→ **Exercise objective**: Every line in the following data that has "their" counts toward the total; state that total alone.

→ **Entries supplied**:
§

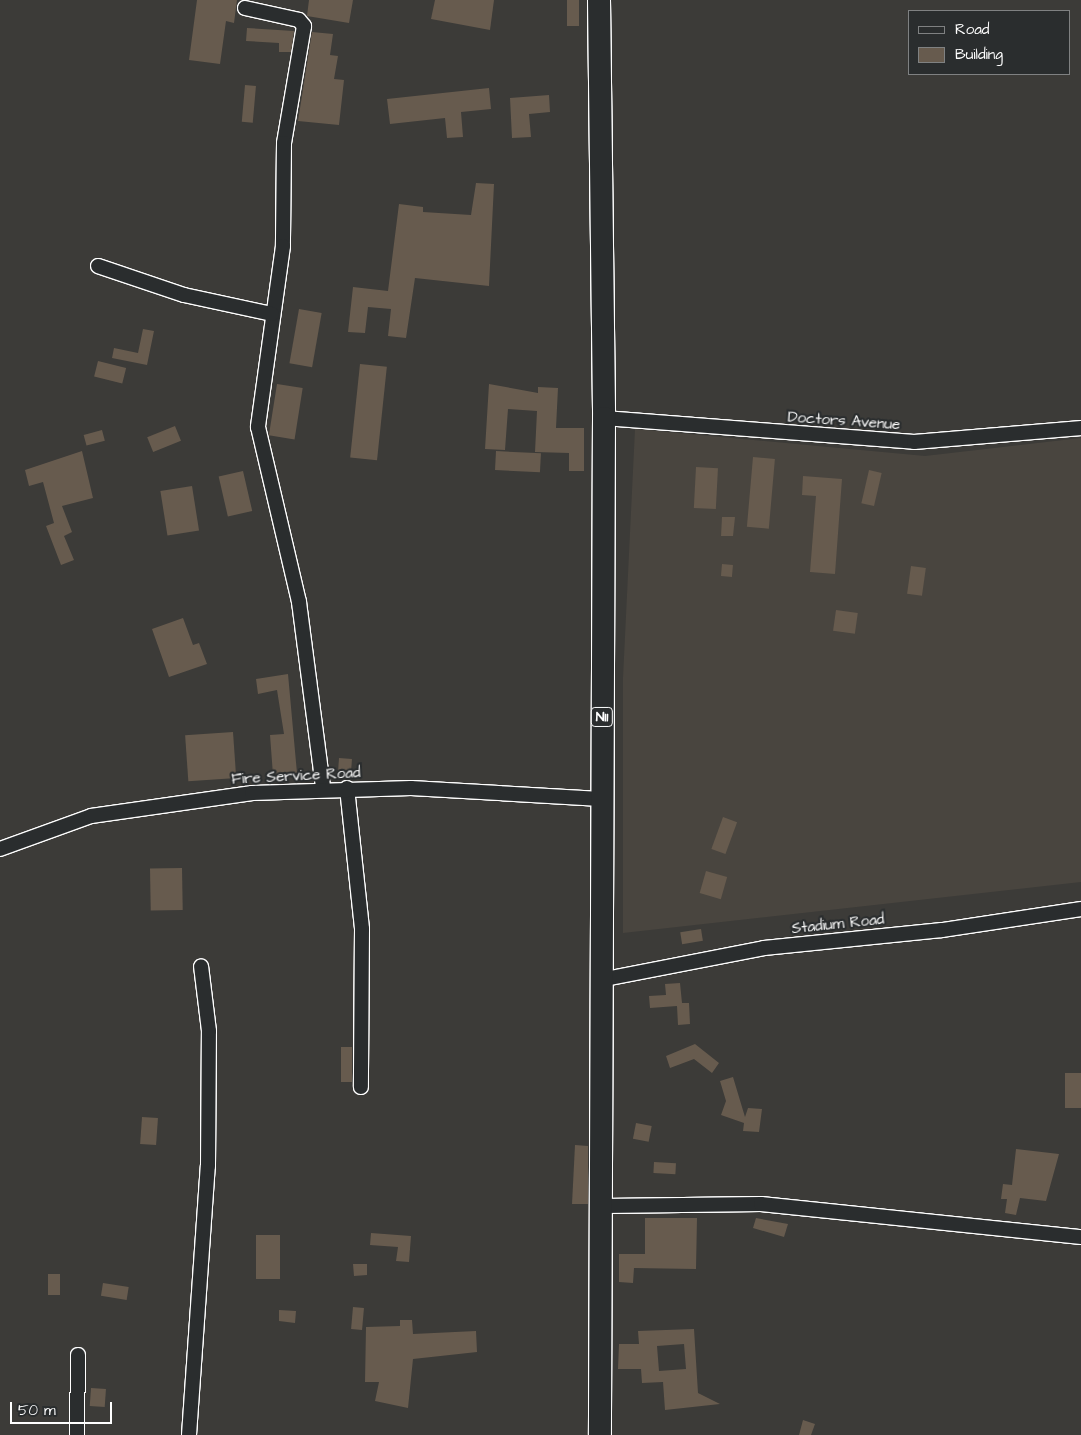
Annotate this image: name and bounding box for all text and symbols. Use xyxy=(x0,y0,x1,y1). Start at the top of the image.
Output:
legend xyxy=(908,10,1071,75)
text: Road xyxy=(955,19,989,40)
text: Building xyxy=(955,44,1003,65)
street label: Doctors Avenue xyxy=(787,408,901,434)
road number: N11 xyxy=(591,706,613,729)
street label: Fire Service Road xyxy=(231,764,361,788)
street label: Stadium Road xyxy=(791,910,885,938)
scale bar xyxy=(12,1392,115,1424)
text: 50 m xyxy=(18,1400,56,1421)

§

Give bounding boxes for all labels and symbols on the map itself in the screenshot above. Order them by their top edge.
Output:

§

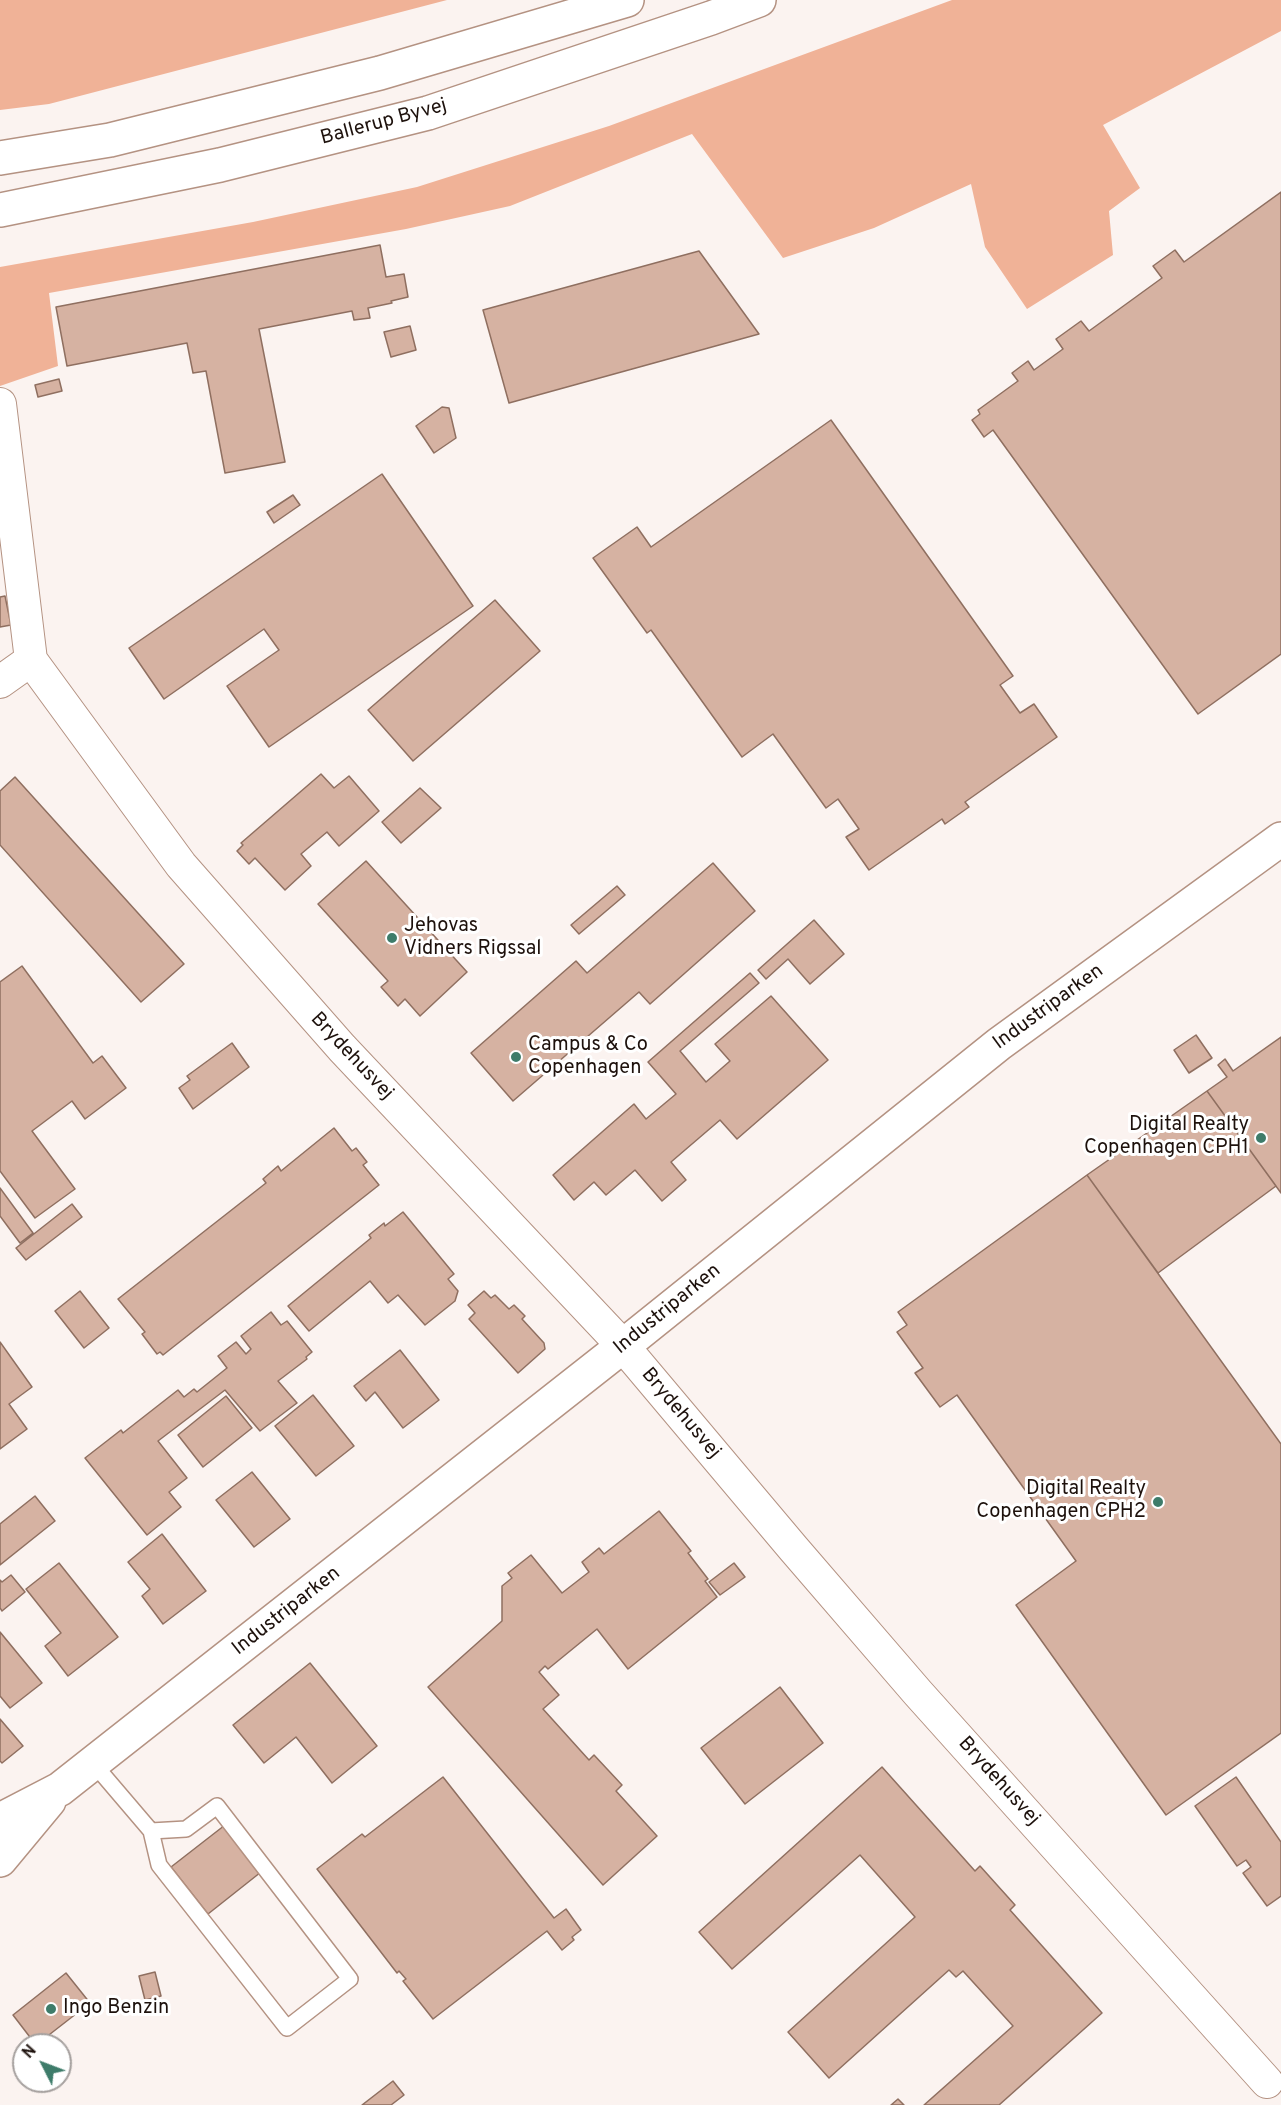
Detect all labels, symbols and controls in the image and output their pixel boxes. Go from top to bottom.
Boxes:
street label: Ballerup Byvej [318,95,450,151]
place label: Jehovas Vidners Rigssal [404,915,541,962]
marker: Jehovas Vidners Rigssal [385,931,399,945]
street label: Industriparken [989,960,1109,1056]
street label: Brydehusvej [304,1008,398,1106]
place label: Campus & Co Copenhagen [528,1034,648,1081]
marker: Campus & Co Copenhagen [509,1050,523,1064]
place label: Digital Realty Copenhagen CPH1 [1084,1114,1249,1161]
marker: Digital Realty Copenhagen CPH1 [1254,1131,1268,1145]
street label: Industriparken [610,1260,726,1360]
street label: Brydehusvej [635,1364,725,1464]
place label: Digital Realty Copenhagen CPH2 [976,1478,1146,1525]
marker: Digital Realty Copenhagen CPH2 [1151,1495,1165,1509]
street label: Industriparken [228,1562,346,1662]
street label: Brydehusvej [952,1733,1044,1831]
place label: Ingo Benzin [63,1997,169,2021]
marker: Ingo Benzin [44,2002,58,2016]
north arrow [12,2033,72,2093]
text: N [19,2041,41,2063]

§

→ **Solution to this exercise**: 2